The NTMA wrote again to the Department of Finance, by e-mail to Mr. Cardiff, on 18 February and 18 April 2008, respectively, seeking clarification as to whether the Minister’s direction of 19 December 2007 applied to the roll-over of maturing deposits with Bank of Ireland, AIB, Irish Life and Permanent and EBS. Mr. Cardiff responded on both occasions to confirm that the Minister’s direction did so apply and all deposits should be renewed on maturity. On 17 June 2008, the new Minister for Finance, Mr. Lenihan, in correspondence to Dr. Somers, directed the roll-over of Bank of Ireland and AIB deposits on an unsecured basis and an increase in deposit sizes with Irish Life and Permanent from €50 million to €250 million and EBS from €40 million to €100 million, on a secured collateralised basis. In correspondence to the Minister on 27 June 2008, Dr. Somers confirmed the placement of deposit funds in the Irish market as follows: Bank of Ireland, €200 million unsecured deposit for two months; AIB, €200 million unsecured deposit for two months; Irish Life and Permanent, €250 million collateralised deposit for 12 months; and EBS, €100 million collateralised deposit for 12 months. The NTMA chief executive also advised that the NTMA did not intend to renew a one-year unsecured deposit of €40 million with Anglo Irish Bank which fell due on 8 August 2008, as the deposit was not covered by the Minister’s December 2007 direction. On 17 July 2008, I wrote by e-mail to Mr. Cardiff to again advise that an unsecured deposit of €40 million with Anglo Irish Bank would mature on 8 August 2008 and asked whether the Minister intended to directthe NTMA to renew the deposit. As advised in the NTMA chief executive’s earlier correspondence to the Minister, it was the NTMA’s view that the Anglo Irish deposit was not covered by the Minister’s 2007 direction and the NTMA’s position is that it did not intend to renew the deposit. Mr. Cardiff wrote to me on behalf of the Minister directing the NTMA to place a €40 million one-year collateralised deposit with Anglo Irish Bank and to roll over the NTMA’s €200 million deposits with Bank of Ireland and AIB on a six-month collateralised basis.

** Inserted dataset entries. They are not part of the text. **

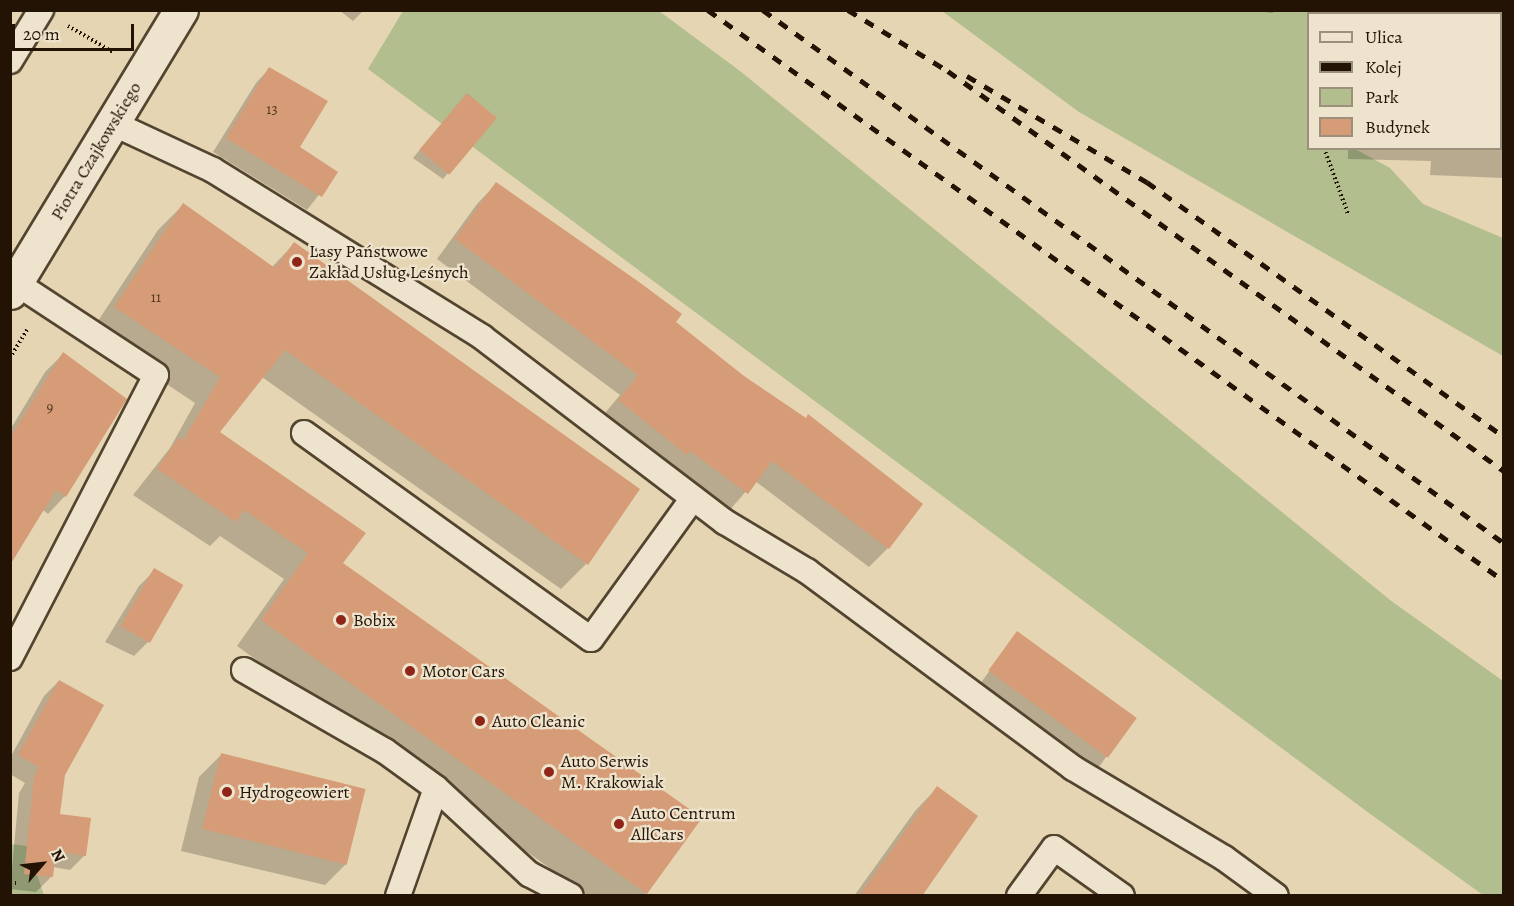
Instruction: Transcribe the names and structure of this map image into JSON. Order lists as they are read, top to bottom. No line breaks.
{"streets":{"street":["Piotra Czajkowskiego"]},"places":["Lasy Państwowe Zakład Usług Leśnych","Bobix","Motor Cars","Auto Cleanic","Auto Serwis M. Krakowiak","Hydrogeowiert","Auto Centrum AllCars"],"house_numbers":["13","11","9"],"legend":["Ulica","Kolej","Park","Budynek"],"scale_bar":"20 m","north":"top right"}
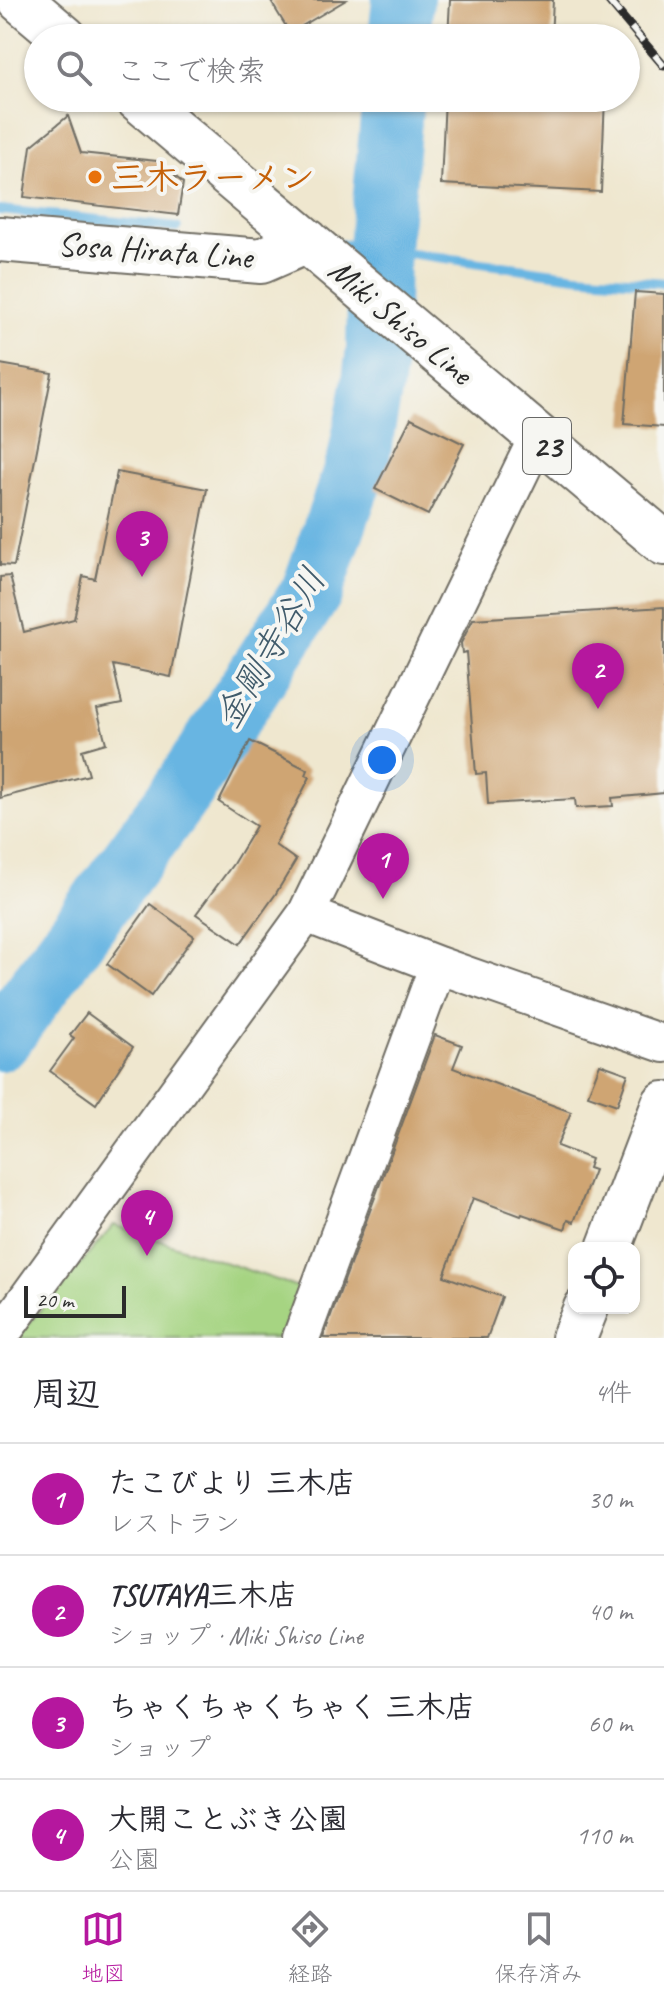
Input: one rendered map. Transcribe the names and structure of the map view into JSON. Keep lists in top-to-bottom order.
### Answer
{
  "streets": {
    "main road": ["Sosa Hirata Line", "Miki Shiso Line", "23"]
  },
  "crossings": [
    ["Sosa Hirata Line", "Miki Shiso Line"]
  ],
  "water": ["金剛寺谷川"],
  "places": ["三木ラーメン"],
  "scale_bar": "20 m",
  "page": {
    "search": "ここで検索",
    "pins": [
      "3",
      "2",
      "1",
      "4"
    ],
    "scale": "20 m",
    "heading": ["周辺", "4件"],
    "list": [
      {
        "mark": "1",
        "name": "たこびより 三木店",
        "note": "レストラン",
        "value": "30 m"
      },
      {
        "mark": "2",
        "name": "TSUTAYA三木店",
        "note": "ショップ · Miki Shiso Line",
        "value": "40 m"
      },
      {
        "mark": "3",
        "name": "ちゃくちゃくちゃく 三木店",
        "note": "ショップ",
        "value": "60 m"
      },
      {
        "mark": "4",
        "name": "大開ことぶき公園",
        "note": "公園",
        "value": "110 m"
      }
    ],
    "nav": ["地図", "経路", "保存済み"]
  }
}
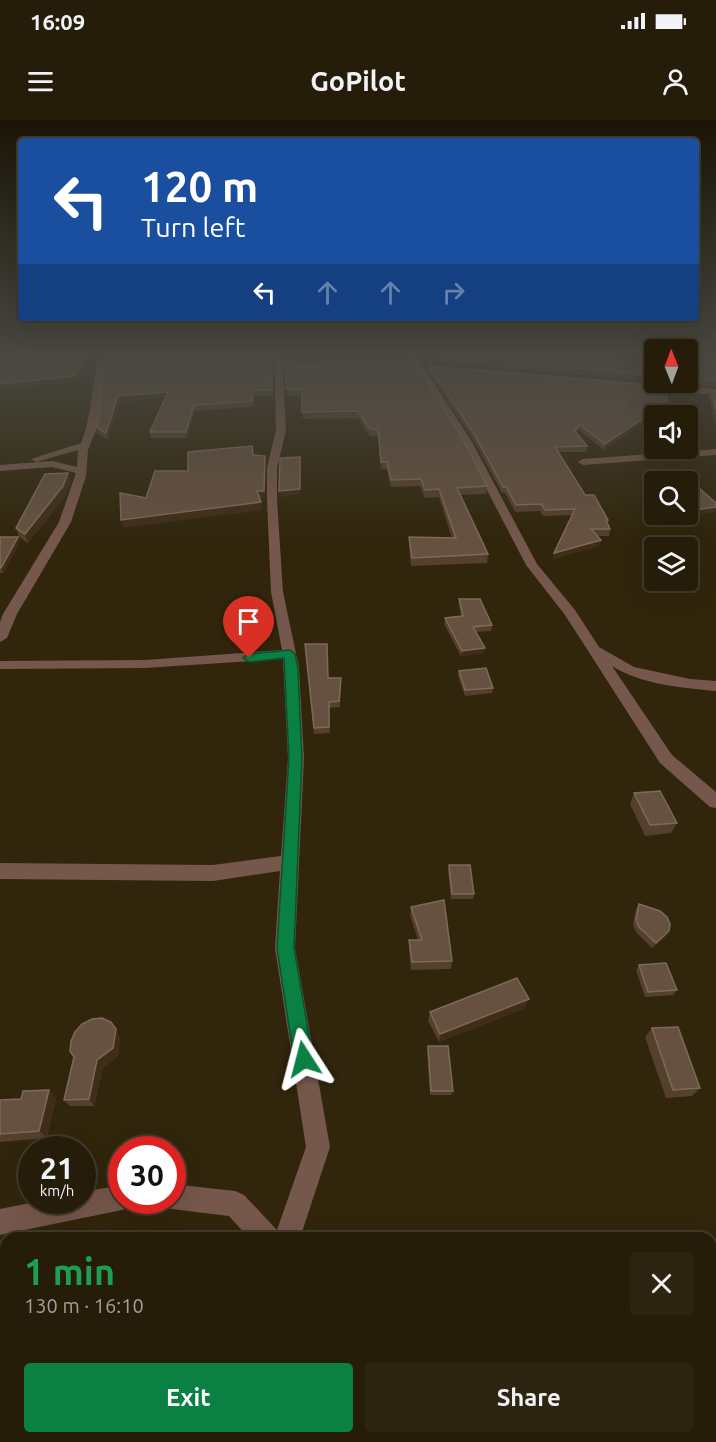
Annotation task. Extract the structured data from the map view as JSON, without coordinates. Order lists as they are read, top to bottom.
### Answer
{
  "north": "top",
  "page": {
    "status": "16:09",
    "header": "GoPilot",
    "turn": ["120 m", "Turn left"],
    "speed": "21 km/h",
    "limit": "30",
    "heading": ["1 min", "130 m · 16:10"],
    "buttons": ["Exit", "Share"]
  }
}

On 25 July 2008, I wrote to Mr. Cardiff to advise him that Anglo Irish Bank was not interested in doing a deal on a collateralised basis especially for only €40 million, and had requested instead that the NTMA renew the existing €40 million deposit on an unsecured one-year basis. Mr. Cardiff advised, on 28 July 2008, that Mr. Cardiff wished the NTMA to renew the existing €40 million deposit on a three-monthly maturity. There could have been no ambiguity at any time during this period on the part of senior Department of Finance officials or the Minister for Finance as to the NTMA's position on global bank risk from August 2007 and our reluctance, given the increasing dislocation of financial markets, to put at risk any State money under our management by placing it on deposit with domestic or international financial institutions unless we were directed to do so by the Minister for Finance.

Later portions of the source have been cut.